Let's say I have a set of keywords in an array {"olympics", "sports tennis best", "tennis", "tennis rules"}
I then have a large list (up to 50 at a time) of strings (or actually tweets), so they are a max of 140 characters.
I want to look at each string and see what keywords are present there. In the case where a keyword is composed of multiple words like "sports tennis best", the words don't have to be together in the string, but all of them have to show up.
I've having trouble figuring out an algorithm that does this efficiently.
Do you guys have suggestions on a way to do this? Thanks!
Edit: To explain a bit better each keyword has an id associated with it, so {1:"olympics", 2:"sports tennis best", 3:"tennis", 4:"tennis rules"}
I want to go through the list of strings/tweets and see which group of keywords match.
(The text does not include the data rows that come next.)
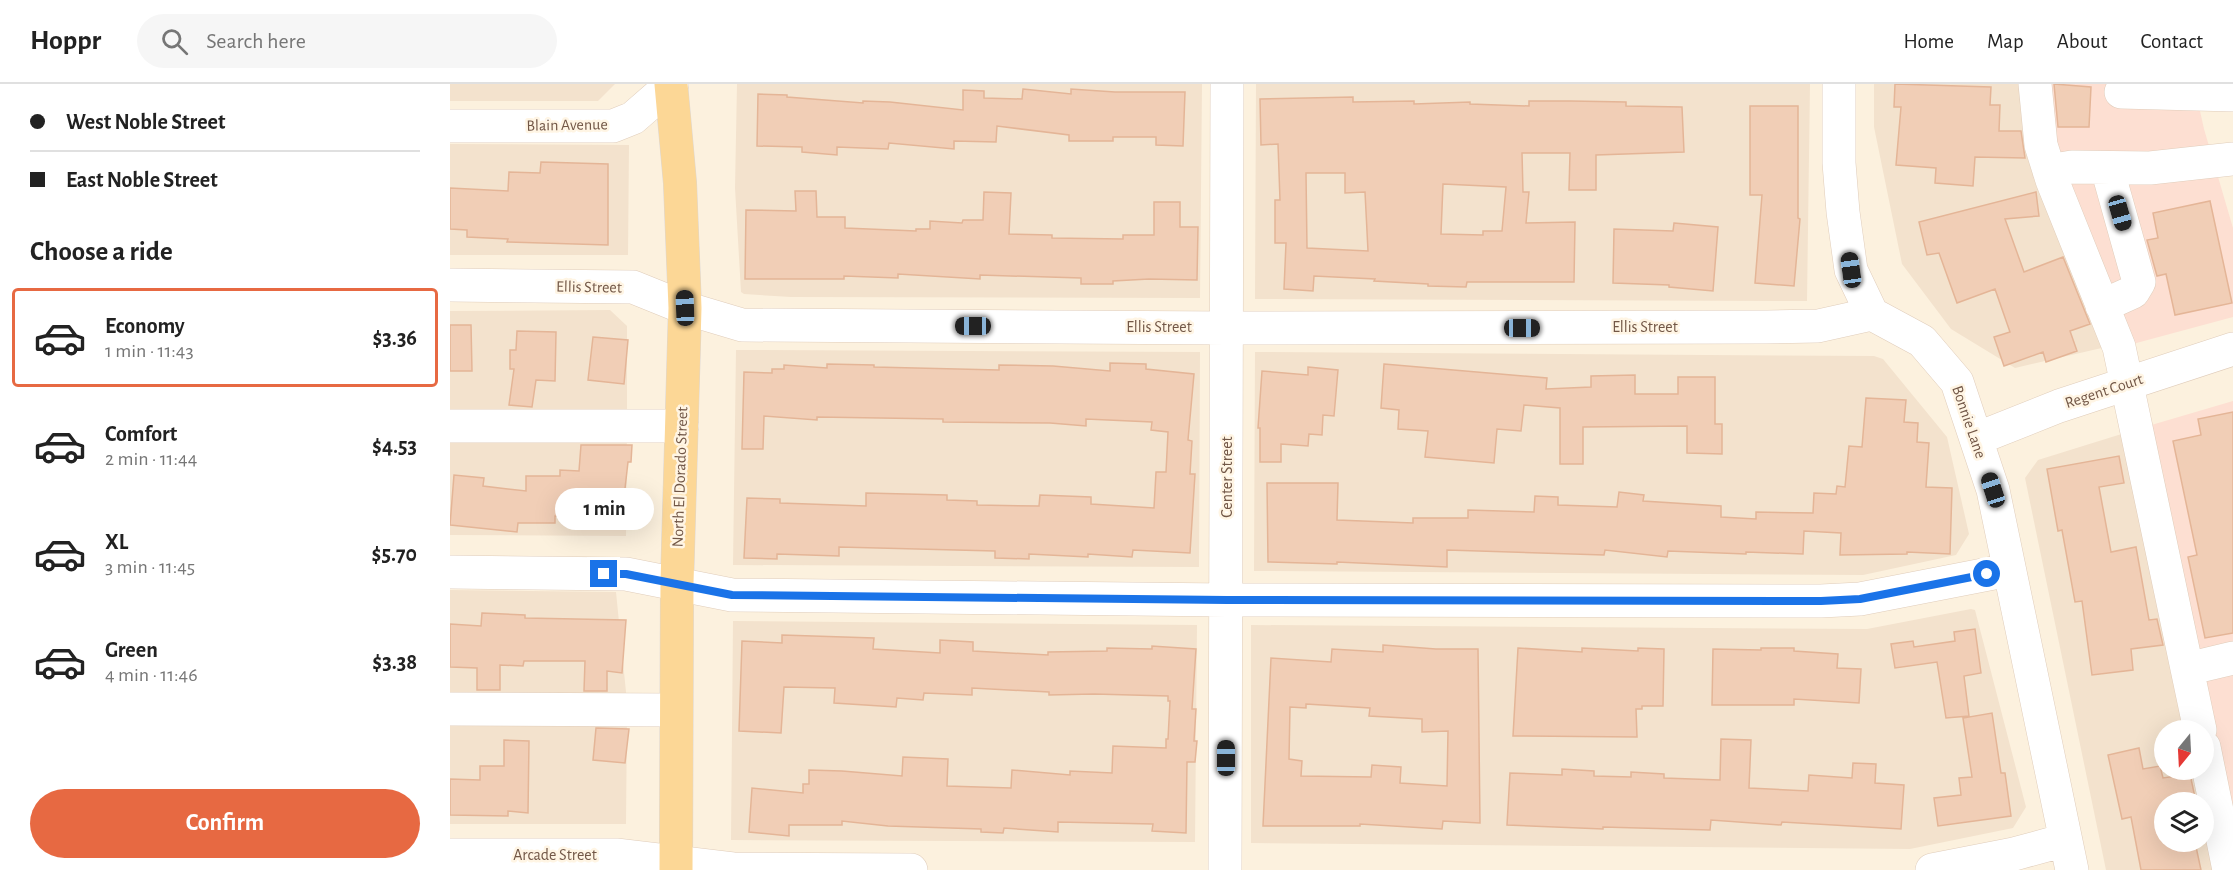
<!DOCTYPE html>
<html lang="en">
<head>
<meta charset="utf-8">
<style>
  body { margin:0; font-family:"Alegreya Sans",sans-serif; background:#f6f6f6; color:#222; height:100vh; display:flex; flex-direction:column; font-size:22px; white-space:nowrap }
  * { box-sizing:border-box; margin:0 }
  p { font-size:20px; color:#767676 }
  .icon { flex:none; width:33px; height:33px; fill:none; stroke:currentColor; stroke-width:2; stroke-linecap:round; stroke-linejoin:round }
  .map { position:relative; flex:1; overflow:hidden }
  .drawer { display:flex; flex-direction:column; background:#fff; width:450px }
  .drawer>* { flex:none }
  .hud { display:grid; align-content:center; height:132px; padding:0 30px; background:#fff }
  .needle { width:39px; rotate:198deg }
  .controls { position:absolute; left:1704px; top:636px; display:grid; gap:12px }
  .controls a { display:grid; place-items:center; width:60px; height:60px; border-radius:50%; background:#fff; box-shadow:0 6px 24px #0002; font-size:30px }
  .end { position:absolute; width:27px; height:27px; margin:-14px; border:8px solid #1a73e8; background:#fff; box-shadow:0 0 0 3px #fff }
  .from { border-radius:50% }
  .bubble { position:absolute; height:42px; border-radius:21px; background:#fff; box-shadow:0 6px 24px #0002; font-size:20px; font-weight:700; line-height:42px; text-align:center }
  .car { position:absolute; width:18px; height:36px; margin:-18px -9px; border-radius:8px; box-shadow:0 0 4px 2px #0007; background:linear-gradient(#222 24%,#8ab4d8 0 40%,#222 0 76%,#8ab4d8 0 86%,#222 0) }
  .hud b { display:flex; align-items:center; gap:21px; height:57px; font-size:22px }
  .hud b+b { border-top:2px solid #e0e0e0 }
  .hud i { width:15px; height:15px; background:#222 }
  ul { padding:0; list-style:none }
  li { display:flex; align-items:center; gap:18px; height:99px; margin:0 12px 9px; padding:0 18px; border:3px solid transparent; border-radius:6px }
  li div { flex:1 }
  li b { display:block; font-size:22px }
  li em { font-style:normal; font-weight:700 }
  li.current { border-color:#e76942 }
  li>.icon { width:54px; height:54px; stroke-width:1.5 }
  h2 { padding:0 30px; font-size:27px; line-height:72px }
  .action { display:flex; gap:12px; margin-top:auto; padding:12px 30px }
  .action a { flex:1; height:69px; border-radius:36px; background:#e76942; color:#fff; font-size:24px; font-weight:700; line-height:69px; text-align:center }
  header { display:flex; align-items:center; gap:36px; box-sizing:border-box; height:84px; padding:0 30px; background:#fff; border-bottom:2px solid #e0e0e0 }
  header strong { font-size:28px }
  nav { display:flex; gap:33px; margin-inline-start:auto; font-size:21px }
  .search { width:420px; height:54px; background:#f6f6f6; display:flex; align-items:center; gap:15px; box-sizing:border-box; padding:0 21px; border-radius:33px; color:#767676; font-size:22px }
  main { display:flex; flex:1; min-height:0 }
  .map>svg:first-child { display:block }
  .residential { fill:#f3e2cd }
  .commercial { fill:#fddfd2 }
  .building { fill:#f1ceb6; stroke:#e4b597; stroke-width:1.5; fill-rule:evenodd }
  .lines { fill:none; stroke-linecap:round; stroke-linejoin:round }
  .minor-casing { stroke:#e0cdbb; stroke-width:34 }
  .major-casing { stroke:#ddd7d3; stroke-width:34 }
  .minor { stroke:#fff; stroke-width:33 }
  .major { stroke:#fcd796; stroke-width:33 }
  .route { stroke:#1a73e8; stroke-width:8 }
  .labels { text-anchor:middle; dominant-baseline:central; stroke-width:5; stroke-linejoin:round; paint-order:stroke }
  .street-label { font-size:16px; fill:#725747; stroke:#fff5e4 }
</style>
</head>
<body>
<header>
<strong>Hoppr</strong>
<div class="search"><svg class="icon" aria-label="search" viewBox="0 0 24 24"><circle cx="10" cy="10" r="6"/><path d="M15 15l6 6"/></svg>Search here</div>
<nav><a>Home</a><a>Map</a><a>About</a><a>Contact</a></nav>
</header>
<main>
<section class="drawer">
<div class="hud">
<b><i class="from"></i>West Noble Street</b>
<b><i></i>East Noble Street</b>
</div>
<h2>Choose a ride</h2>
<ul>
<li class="current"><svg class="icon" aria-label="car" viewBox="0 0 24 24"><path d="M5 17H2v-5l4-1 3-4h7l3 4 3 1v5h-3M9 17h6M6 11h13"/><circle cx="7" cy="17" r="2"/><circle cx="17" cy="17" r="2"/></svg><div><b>Economy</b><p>1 min · 11:43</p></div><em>$3.36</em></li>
<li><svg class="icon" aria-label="car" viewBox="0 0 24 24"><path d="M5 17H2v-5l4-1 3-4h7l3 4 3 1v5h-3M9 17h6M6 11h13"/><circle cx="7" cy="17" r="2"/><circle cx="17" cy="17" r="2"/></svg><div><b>Comfort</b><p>2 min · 11:44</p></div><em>$4.53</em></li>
<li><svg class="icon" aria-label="car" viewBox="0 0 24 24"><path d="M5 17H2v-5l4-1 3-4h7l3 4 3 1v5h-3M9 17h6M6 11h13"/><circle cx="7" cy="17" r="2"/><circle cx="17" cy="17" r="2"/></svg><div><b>XL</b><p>3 min · 11:45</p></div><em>$5.70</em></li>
<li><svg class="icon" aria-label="car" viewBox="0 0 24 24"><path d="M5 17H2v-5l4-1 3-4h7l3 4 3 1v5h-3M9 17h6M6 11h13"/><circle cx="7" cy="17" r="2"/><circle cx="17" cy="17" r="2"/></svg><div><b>Green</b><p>4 min · 11:46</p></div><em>$3.38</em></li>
</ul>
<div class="action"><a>Confirm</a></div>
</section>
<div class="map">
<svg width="1783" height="786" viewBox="0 0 1783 786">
  <rect width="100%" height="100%" fill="#fcf1de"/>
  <path class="residential" d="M 0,0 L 165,0 L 148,17 L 0,17 Z
    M 287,0 L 752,0 L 750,214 L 341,213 L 294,210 L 291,208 L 285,104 Z
    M 806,0 L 1360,0 L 1357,217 L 805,215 Z
    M 1424,0 L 1573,0 L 1656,263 L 1565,284 L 1501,245 L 1452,180 L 1424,43 Z
    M 0,60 L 179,61 L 178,171 L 0,171 Z
    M 160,226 L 177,242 L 177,331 L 0,330 L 0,227 Z
    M 286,266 L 750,268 L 749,483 L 283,481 Z
    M 805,268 L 1424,272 L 1433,275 L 1497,353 L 1519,450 L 1506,471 L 1413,491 L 804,487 Z
    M 0,343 L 177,344 L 176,452 L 0,451 Z
    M 1678,348 L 1738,646 L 1714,646 L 1714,686 L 1746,686 L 1753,718 L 1714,718 L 1714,758 L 1754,758 L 1754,721 L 1767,786 L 1656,786 L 1575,394 L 1588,376 Z
    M 0,506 L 166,508 L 177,618 L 0,617 Z
    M 1521,525 L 1525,526 L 1576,723 L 1563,744 L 1460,765 L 801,759 L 801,541 L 1417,545 Z
    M 283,537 L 747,541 L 745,758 L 281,756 Z
    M 0,630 L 177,631 L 176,740 L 0,740 Z"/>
  <path class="commercial" d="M 1596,0 L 1744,0 L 1754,45 L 1783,144 L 1783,233 L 1679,261 L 1606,81 Z
    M 1783,317 L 1783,746 L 1698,342 Z"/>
  <path class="building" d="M 1445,0 L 1541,3 L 1540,21 L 1550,21 L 1549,47 L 1571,47 L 1575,74 L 1525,73 L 1523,102 L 1485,99 L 1486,84 L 1446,81 L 1451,23 L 1444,23 Z
    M 1604,0 L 1641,3 L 1639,43 L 1608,43 Z
    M 573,5 L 621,10 L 621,5 L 665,8 L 735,8 L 733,62 L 706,61 L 706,53 L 663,53 L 663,57 L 619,57 L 619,51 L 547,42 L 546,58 L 504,57 L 504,65 L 439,59 L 438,65 L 387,63 L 387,71 L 352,68 L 352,63 L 307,62 L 308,10 L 337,11 L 337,13 L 413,19 L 413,17 L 440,18 L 513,26 L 513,6 L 534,7 L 534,14 L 572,15 Z
    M 903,13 L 903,18 L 964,17 L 964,20 L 1020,18 L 1020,20 L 1079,22 L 1079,17 L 1121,17 L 1176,18 L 1176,22 L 1232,23 L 1234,68 L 1146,71 L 1146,106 L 1119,106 L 1120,69 L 1072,69 L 1073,108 L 1079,108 L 1076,139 L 1125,138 L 1124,198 L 1017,198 L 1016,203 L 978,202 L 978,200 L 924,197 L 925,195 L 864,192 L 863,207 L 834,205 L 836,159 L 825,159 L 825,116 L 830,116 L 828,60 L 811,61 L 810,15 ZM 856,89 L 895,89 L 895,109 L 915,108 L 918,167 L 857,164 ZM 993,100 L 1056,103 L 1052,147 L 1033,147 L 1033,151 L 991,150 Z
    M 1300,22 L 1348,22 L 1348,134 L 1350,135 L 1344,202 L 1305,199 L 1312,111 L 1300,111 Z
    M 91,78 L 158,80 L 158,161 L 57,158 L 58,155 L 17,153 L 17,146 L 0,145 L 0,104 L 58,107 L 59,88 L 90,89 Z
    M 345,107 L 366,107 L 367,133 L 395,133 L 395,144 L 466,147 L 466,145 L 480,145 L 480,137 L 512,139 L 513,136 L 533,136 L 534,108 L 561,109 L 559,150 L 602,151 L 602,154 L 673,155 L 673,151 L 704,151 L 704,118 L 730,118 L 730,143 L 748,143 L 747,196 L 699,195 L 663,197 L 663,200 L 631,200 L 631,194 L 530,191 L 530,195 L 448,190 L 448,194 L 394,192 L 394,195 L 295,195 L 296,126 L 346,127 Z
    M 1586,108 L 1589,132 L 1555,135 L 1574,188 L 1613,173 L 1640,240 L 1620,247 L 1627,267 L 1596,278 L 1593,268 L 1554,282 L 1544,253 L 1560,248 L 1545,205 L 1507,219 L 1489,169 L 1477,171 L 1469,138 Z
    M 1760,117 L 1782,219 L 1725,231 L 1716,190 L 1707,192 L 1697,156 L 1708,154 L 1703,129 Z
    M 1224,139 L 1268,143 L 1263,207 L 1219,203 L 1219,201 L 1163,199 L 1164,145 L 1223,147 Z
    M 0,241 L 21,241 L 22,287 L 0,287 Z
    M 67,247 L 106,248 L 105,297 L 86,296 L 82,323 L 59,321 L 64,285 L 60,285 L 60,266 L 66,266 Z
    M 143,253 L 178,256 L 174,300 L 138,296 Z
    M 660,279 L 696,280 L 696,285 L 744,290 L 738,356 L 742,357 L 740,390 L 745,390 L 740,469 L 683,466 L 682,473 L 638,470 L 638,473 L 579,470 L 579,475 L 545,474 L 545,467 L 389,463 L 389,472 L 327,470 L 327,475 L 294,474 L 297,414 L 330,415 L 330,419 L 416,422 L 416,409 L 497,411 L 497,416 L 527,417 L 527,421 L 589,422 L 590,411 L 641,413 L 641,420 L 704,424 L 706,388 L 716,388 L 718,348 L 701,346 L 702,338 L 636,335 L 636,342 L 600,339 L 493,338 L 493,335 L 367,333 L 367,336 L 314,332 L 313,365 L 292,365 L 294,288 L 322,289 L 322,285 L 334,285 L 334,281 L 377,284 L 377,280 L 424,281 L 424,283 L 549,286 L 549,281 L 603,282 L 660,287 Z
    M 934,280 L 1097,294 L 1096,305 L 1141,303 L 1141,292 L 1185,291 L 1185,310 L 1228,310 L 1228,293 L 1265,293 L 1265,340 L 1272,340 L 1272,370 L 1237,369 L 1237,342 L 1133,343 L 1133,380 L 1110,380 L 1110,324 L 1074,321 L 1071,347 L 1047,345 L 1044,379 L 975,373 L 978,347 L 948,345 L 949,326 L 931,324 Z
    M 858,283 L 888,286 L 884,332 L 873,331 L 872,351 L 859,350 L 858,362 L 831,360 L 831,378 L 810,378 L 810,344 L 808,344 L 812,287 L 858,291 Z
    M 1416,314 L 1456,316 L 1454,338 L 1468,339 L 1467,358 L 1479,359 L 1476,403 L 1502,404 L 1500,470 L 1457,468 L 1457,470 L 1390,471 L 1391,449 L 1354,447 L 1353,470 L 1296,468 L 1296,470 L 1218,467 L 1217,473 L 1155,466 L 1154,471 L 997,466 L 997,483 L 887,478 L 887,480 L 818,478 L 817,399 L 888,399 L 887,436 L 963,439 L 963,434 L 1018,434 L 1018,426 L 1084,428 L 1085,412 L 1108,413 L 1108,421 L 1167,423 L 1169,408 L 1194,411 L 1193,417 L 1271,422 L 1271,433 L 1306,435 L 1306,428 L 1363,429 L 1364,409 L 1386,410 L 1387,402 L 1395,403 L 1399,362 L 1412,363 Z
    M 1783,328 L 1783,549 L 1755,554 L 1738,473 L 1747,471 L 1723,357 L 1751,351 L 1748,335 Z
    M 131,361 L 182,361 L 181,378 L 178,378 L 171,440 L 105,432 L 105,439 L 68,439 L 67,448 L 0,441 L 4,391 L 34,394 L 33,402 L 76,407 L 76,392 L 110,392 L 110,386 L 129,387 Z
    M 1669,372 L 1674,399 L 1649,403 L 1661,468 L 1686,463 L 1699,536 L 1707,535 L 1713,561 L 1681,565 L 1683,586 L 1642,591 L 1632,517 L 1625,518 L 1612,446 L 1608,447 L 1597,385 Z
    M 32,529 L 75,531 L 75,534 L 176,536 L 172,589 L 157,587 L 157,607 L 134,607 L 135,577 L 74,577 L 73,582 L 50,581 L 50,606 L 27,606 L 27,584 L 0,583 L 0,540 L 31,542 Z
    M 1525,545 L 1531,589 L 1514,592 L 1519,632 L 1496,634 L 1487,578 L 1445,584 L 1441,560 L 1463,557 L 1464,563 L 1505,557 L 1504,548 Z
    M 332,551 L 424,554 L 423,565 L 490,569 L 490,556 L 523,558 L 523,567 L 598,571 L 598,568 L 657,567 L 657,564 L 702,565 L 702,562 L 746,565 L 742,625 L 746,625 L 744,657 L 747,657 L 745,678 L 737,678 L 736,749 L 702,747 L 703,740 L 608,738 L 608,748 L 554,744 L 553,749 L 531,748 L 531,745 L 438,742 L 392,737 L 392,741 L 339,741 L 339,752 L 299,748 L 302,704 L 353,709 L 353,700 L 359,700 L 359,686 L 392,687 L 452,692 L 453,673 L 498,675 L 497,702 L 561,704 L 562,686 L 620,691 L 620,687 L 662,689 L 663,662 L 716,664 L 716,655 L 718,655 L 720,617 L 718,617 L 718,612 L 644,610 L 599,611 L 599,608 L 522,604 L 522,611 L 474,609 L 473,616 L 447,614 L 446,623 L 384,619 L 385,604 L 334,603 L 331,649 L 289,647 L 292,557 L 332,559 Z
    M 933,561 L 986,565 L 1028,565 L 1030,739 L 993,737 L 992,745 L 910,740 L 910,742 L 813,742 L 821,574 L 881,578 L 882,565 L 933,568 ZM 856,620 L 920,624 L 919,632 L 972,635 L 972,648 L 998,647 L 997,702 L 950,699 L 951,683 L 922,681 L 921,693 L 851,692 L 852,677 L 839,675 L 840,623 L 856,624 Z
    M 1068,564 L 1132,568 L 1132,564 L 1188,567 L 1188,564 L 1214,565 L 1213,622 L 1192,622 L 1192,625 L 1186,625 L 1187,653 L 1063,652 Z
    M 1311,564 L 1344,564 L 1344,567 L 1388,570 L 1387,584 L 1411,585 L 1409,619 L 1344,615 L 1344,621 L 1262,621 L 1263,565 L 1311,566 Z
    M 1542,629 L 1551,689 L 1555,689 L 1561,732 L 1488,742 L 1484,714 L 1511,711 L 1509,694 L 1522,693 L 1513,634 Z
    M 146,644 L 179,645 L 175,679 L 143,676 Z
    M 1271,655 L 1301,656 L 1299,704 L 1358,707 L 1359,691 L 1402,694 L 1403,679 L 1426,680 L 1425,699 L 1454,701 L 1451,745 L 1332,738 L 1331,741 L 1261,736 L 1260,746 L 1153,743 L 1153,745 L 1057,741 L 1060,689 L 1112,691 L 1112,685 L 1144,687 L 1144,692 L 1181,693 L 1181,688 L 1214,690 L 1214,694 L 1270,696 Z
    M 54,656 L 79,657 L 78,729 L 58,727 L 58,732 L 0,731 L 0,695 L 30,696 L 30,682 L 54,682 Z
    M 1689,664 L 1693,685 L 1710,682 L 1713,694 L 1740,690 L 1746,718 L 1714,718 L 1714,758 L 1745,758 L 1751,786 L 1691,786 L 1681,733 L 1672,735 L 1658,671 Z"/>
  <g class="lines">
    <defs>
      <path id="minor" d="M 1389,0 L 1389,79 L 1393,128 L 1401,186 L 1422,230 L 1472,257 L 1507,298 L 1543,406 L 1622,786
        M 1585,0 L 1591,61 L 1602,96 L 1669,263 L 1750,646
        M 1671,8 L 1783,11
        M 0,42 L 163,42 L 183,34 L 222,0
        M 1599,87 L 1622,83 L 1700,84 L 1783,75
        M 0,201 L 183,203 L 235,224 L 292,241 L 777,244 L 1317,243 L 1368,242 L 1422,230
        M 1652,222 L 1683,208 L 1689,198 L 1657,84
        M 0,342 L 232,342
        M 1526,355 L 1609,322 L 1783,265
        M 0,488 L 176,490 L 282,511 L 777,516 L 1371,517 L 1410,515 L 1559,486
        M 1737,585 L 1783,574
        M 0,625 L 226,626
        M 1754,663 L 1779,786
        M 0,771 L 166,771 L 283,785 L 461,786
        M 775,786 L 777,0
        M 1482,786 L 1564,770 L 1615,756"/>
      <path id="major" d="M 221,0 L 230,99 L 235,224 L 227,499 L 226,786"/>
    </defs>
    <use href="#minor" class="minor-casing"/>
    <use href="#major" class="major-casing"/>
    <use href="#minor" class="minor"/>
    <use href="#major" class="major"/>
  </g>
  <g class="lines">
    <path class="route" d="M 154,490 L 176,490 L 282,511 L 777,516 L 1371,517 L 1410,515 L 1537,490"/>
  </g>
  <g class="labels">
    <g class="street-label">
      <text transform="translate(117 41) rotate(-1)">Blain Avenue</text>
      <text transform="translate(139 203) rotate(1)">Ellis Street</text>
      <text x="709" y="243">Ellis Street</text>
      <text x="1195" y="243">Ellis Street</text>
      <text transform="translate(1654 307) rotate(-18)">Regent Court</text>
      <text transform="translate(1519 338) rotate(71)">Bonnie Lane</text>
      <text transform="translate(230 393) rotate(-88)">North El Dorado Street</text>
      <text transform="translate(777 393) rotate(-90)">Center Street</text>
      <text x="105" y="771">Arcade Street</text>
    </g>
  </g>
</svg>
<div class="controls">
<a><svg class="needle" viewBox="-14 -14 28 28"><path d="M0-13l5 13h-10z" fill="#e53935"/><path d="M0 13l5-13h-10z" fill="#767676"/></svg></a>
<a><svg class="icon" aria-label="layers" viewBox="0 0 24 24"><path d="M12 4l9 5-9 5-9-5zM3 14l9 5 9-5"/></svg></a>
</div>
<i class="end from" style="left:1537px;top:490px"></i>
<i class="end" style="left:154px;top:490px"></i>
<div class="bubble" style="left:105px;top:404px;width:99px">1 min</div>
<i class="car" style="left:1670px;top:129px;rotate:164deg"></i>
<i class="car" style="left:1401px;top:186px;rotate:352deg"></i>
<i class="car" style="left:235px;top:224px;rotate:358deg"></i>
<i class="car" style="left:523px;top:242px;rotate:270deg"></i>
<i class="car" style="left:1072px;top:244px;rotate:90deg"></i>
<i class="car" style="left:1543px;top:406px;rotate:342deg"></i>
<i class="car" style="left:776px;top:674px;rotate:0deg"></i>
</div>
</main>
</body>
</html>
The output should be, this tweet belongs with keyword #4. (multiple matches may be made, so anything that matches keyword 2, would also match 3 -since they both contain tennis).
When there are multiple words in the keyword, e.g. "sports tennis best" they don't have to appear together but have to all appear. e.g. this will correctly match: "i just played tennis, i love sports, its the best"... since this string contains "sports tennis best" it will match and be associated with the keywordID (which is 2 for this example).
Edit 2: Case insensitive.